> _THE PROBLEM_
What is needed is each line of the data below that holds the string "Fujacal".

[Stored data entries]
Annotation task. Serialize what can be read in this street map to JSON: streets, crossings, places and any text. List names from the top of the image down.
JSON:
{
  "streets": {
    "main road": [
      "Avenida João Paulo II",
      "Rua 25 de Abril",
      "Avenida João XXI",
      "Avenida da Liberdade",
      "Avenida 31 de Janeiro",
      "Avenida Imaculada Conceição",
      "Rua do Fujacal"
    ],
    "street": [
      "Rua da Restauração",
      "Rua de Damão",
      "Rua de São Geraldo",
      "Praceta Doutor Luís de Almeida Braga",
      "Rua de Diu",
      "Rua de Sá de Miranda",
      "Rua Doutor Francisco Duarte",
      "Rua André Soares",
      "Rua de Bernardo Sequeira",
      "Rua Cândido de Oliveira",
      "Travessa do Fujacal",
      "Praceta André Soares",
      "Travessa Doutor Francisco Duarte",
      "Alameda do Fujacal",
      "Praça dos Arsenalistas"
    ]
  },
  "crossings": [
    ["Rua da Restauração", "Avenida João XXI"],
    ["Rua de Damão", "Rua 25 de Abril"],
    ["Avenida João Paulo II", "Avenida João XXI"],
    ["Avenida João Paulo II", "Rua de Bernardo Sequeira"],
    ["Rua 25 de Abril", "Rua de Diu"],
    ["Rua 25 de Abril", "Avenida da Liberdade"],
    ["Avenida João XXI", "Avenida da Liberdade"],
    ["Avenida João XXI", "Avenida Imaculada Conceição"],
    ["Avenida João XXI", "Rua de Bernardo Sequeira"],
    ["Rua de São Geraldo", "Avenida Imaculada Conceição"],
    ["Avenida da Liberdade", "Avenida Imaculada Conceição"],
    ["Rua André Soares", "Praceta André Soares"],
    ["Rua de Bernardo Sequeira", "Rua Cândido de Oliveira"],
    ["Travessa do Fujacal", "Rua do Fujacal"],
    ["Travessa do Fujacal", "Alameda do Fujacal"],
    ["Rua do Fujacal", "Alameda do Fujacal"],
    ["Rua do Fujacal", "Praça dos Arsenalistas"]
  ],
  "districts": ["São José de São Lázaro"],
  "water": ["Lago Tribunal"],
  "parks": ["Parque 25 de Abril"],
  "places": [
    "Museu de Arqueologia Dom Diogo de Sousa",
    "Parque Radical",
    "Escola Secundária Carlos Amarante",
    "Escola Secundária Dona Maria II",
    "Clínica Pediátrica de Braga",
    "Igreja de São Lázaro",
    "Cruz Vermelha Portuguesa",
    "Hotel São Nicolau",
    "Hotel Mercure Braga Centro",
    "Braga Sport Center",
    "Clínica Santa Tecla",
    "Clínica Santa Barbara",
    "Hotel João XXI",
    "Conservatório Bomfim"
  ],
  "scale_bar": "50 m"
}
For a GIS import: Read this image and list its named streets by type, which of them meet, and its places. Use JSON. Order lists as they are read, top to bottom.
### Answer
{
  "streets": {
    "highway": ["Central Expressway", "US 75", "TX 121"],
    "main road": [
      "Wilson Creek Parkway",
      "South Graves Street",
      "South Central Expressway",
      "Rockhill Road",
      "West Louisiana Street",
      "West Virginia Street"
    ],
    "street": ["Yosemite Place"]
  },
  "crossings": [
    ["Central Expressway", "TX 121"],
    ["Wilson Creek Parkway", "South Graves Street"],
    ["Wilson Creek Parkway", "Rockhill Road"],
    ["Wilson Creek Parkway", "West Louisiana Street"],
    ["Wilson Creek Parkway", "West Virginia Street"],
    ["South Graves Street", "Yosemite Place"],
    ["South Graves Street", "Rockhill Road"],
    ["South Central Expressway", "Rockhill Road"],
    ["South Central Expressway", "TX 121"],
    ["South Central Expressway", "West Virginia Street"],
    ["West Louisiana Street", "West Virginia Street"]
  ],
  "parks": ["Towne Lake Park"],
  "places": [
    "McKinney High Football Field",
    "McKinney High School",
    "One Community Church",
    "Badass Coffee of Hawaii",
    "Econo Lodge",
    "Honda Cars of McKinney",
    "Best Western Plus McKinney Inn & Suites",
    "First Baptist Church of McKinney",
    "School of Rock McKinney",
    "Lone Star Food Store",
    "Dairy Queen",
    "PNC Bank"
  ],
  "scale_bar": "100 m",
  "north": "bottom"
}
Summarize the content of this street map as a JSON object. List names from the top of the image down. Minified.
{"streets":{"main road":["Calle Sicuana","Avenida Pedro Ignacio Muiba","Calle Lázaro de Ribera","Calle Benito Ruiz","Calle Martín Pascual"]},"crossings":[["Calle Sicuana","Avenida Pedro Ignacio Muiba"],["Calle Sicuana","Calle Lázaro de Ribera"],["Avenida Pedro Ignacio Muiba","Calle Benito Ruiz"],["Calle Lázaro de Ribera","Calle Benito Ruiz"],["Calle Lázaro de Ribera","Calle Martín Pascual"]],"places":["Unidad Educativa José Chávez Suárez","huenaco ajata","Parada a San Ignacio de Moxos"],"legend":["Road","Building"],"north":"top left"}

> _EXERCISE OUTPUT_
      "Rua do Fujacal"
      "Travessa do Fujacal",
      "Alameda do Fujacal",
    ["Travessa do Fujacal", "Rua do Fujacal"],
    ["Travessa do Fujacal", "Alameda do Fujacal"],
    ["Rua do Fujacal", "Alameda do Fujacal"],
    ["Rua do Fujacal", "Praça dos Arsenalistas"]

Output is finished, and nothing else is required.